Richard Spencer is a PR flack. He’s not the best, but he does have some tricks. He knows, for example, how to flummox a journalist with a “reasonable” tone. He knows how to get the press to write long profiles of him, complete with fashion photography.

He also knows how to divide his opponents. For example, he has gone so far as to promote the work of some of the more incisive left-wing writers in order to discredit them; in the eyes of a panicked and gullible left, anyone Spencer endorses must be a Nazi sympathizer. He has spoken favorably of Angela Nagle’s Kill All Normies, one of the only works on the alt-right to actually include helpful advice on how to stop its growth, and he did that knowing that his kiss-of-death “endorsement” will discourage lefties from taking the book’s warnings seriously. He has done the same to Glenn Greenwald and Sam Kriss. (A good piece of advice for the left: don’t let Nazis play you like a fiddle. Don’t cast aspersions on your comrades just because he sidles up to them.)

The mainstream liberal media, however (Vive La #Resistance!), either isn’t particularly good at detecting this savvy, or they have zero interest in doing so. The press covers Spencer and the alt-right exactly as they would like to be covered, inflating their cultural significance, obsessing over their personas, and failing to challenge their ideology. Witness Vice’s interview of Richard Spencer, which—far from exposing Spencer as the genocidal creep that he is—devolved into outright flirtation between the Nazi and the journalist. (The only outlet to butter him up further was Mother Jones, which coined the astonishing phrase “dapper white nationalist.”)
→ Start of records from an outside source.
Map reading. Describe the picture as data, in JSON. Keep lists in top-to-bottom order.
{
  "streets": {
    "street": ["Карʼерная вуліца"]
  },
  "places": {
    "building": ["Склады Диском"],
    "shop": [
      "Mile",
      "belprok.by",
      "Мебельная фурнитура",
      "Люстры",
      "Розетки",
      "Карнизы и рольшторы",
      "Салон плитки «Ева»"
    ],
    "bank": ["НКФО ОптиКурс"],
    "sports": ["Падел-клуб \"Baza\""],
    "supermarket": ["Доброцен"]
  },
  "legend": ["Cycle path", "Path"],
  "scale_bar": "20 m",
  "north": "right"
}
Ostensibly critical profiles of alt-right figures frequently look as if they have been written by their subjects. The New York Times Magazine recently gave considerable space to a piece about Peter Duke, the alt-right photographer who has made it his mission to make presentable portraits of every fringe right-wing icon from Charles Johnson to the Google Memo Guy. Admittedly, trying to work visual magic on some of America’s least photogenic men is an ambitious project requiring some considerable technical skill. But it’s still not necessary to call Duke, as the Times did, “The Annie Leibovitz of the Alt-Right,” nor is it professional to moon over him thusly:

“On a clear afternoon in mid-February, I met the photographer Peter Duke outside his apartment in Pacific Palisades, an affluent Los Angeles neighborhood situated on a high cliff overlooking the ocean. Duke is 60 but looks a decade younger; he has a head full of wavy, sand-colored hair, and in his green hoodie, khakis, black sneakers and a camera bag slung casually over his shoulder, he gave off the air of a retired director…”

Sounds dreamy, huh?

However, it’s also hazardous (and intellectually dishonest) to engage in the converse; treating Nazis as some massive unstoppable movement on the precipice of seizing power (which they are not). Exaggerating the power and influence of the Alt-Right not only contributes to unnecessary panic, it plays into their promotion campaigns. Before his fall from favor, Milo Yiannopoulous’s entire pitch was that he was “dangerous”, a transgressive affectation that was only made more appealing to his fans by the distraught pearl-clutching of his liberal detractors. This is the worst of both worlds: we lose the credibility that comes with trying to be fair and restrained, yet without actually doing anything to stall the political agenda of the far right.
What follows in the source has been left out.